#### EXERCISE AIM
Please return every line in the entries below with the word "index" in it.

(Beginning of THE INPUT)

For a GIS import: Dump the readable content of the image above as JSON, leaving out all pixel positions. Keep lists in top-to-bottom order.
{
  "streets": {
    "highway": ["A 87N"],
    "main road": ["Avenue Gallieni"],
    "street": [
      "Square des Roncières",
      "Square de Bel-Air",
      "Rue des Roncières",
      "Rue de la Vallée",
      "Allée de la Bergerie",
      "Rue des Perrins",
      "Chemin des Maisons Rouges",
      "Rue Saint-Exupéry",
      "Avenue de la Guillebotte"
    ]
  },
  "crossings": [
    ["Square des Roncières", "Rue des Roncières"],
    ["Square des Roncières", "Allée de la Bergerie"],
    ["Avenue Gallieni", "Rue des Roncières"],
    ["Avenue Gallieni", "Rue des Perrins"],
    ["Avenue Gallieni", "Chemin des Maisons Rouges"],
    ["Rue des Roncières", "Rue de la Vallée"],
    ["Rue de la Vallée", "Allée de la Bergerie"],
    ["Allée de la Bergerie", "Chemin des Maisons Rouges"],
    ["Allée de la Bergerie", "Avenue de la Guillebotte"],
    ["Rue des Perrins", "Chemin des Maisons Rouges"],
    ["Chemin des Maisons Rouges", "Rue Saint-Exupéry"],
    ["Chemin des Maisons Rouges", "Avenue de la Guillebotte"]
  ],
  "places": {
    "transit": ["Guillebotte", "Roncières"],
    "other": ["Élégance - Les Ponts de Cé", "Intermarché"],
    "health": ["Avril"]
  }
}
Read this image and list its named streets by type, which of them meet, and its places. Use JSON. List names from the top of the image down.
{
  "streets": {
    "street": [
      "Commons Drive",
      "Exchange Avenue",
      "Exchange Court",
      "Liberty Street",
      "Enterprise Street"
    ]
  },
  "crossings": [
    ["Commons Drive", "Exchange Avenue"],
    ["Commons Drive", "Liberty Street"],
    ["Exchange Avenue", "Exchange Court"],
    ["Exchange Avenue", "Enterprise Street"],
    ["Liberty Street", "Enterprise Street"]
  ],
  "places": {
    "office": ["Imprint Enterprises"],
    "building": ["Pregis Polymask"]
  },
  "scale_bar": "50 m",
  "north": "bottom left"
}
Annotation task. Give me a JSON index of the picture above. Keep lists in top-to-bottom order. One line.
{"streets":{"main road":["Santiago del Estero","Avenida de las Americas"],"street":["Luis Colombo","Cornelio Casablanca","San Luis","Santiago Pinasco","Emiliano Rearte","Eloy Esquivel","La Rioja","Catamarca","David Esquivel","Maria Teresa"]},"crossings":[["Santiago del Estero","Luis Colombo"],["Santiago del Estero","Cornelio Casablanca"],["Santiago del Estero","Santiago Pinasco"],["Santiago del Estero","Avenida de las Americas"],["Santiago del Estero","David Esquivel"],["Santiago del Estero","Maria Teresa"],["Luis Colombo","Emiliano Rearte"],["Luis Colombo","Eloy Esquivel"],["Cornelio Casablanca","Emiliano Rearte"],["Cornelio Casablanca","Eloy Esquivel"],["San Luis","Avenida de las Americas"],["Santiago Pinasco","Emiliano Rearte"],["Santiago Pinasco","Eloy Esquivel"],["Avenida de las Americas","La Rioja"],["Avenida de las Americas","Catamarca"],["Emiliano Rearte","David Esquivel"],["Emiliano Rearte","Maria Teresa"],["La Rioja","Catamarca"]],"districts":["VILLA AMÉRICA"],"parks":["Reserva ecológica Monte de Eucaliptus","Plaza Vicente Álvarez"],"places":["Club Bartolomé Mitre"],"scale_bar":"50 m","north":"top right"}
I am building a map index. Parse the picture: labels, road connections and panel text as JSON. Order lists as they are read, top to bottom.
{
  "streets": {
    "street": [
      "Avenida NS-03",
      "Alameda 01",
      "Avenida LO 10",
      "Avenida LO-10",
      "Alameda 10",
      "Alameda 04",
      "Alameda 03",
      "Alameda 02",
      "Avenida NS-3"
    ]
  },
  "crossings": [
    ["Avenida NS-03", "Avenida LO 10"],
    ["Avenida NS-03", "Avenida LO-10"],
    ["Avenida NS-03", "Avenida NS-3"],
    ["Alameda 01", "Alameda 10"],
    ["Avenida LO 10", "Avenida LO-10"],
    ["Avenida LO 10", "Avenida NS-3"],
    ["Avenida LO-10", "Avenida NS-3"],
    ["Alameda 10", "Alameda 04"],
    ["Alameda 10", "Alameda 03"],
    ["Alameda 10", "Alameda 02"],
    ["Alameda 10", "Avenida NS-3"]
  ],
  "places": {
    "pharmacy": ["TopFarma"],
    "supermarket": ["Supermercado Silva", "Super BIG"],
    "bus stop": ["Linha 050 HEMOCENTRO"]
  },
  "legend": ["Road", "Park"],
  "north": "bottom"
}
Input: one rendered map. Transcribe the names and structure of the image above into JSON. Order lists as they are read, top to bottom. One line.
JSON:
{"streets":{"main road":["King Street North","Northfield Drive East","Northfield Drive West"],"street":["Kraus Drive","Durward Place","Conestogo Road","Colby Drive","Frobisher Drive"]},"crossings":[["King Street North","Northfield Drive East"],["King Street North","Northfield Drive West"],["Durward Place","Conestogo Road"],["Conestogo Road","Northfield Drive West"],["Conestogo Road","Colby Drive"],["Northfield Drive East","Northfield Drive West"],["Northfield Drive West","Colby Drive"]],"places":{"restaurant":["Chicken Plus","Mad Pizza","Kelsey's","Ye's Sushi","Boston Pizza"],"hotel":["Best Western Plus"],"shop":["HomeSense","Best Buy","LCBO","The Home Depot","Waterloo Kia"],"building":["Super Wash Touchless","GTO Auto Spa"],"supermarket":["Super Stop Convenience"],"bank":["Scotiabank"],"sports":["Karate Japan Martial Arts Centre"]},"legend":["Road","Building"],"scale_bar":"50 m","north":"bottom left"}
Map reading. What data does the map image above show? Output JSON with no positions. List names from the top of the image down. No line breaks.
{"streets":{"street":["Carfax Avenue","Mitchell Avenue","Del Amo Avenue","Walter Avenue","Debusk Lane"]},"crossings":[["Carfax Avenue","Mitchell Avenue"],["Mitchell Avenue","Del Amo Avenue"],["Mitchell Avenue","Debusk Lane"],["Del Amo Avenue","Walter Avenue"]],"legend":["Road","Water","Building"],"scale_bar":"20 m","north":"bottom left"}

(End of THE INPUT)

#### SOLUTION FOR THIS PROBLEM
Annotation task. Give me a JSON index of the picture above. Keep lists in top-to-bottom order. One line.
I am building a map index. Parse the picture: labels, road connections and panel text as JSON. Order lists as they are read, top to bottom.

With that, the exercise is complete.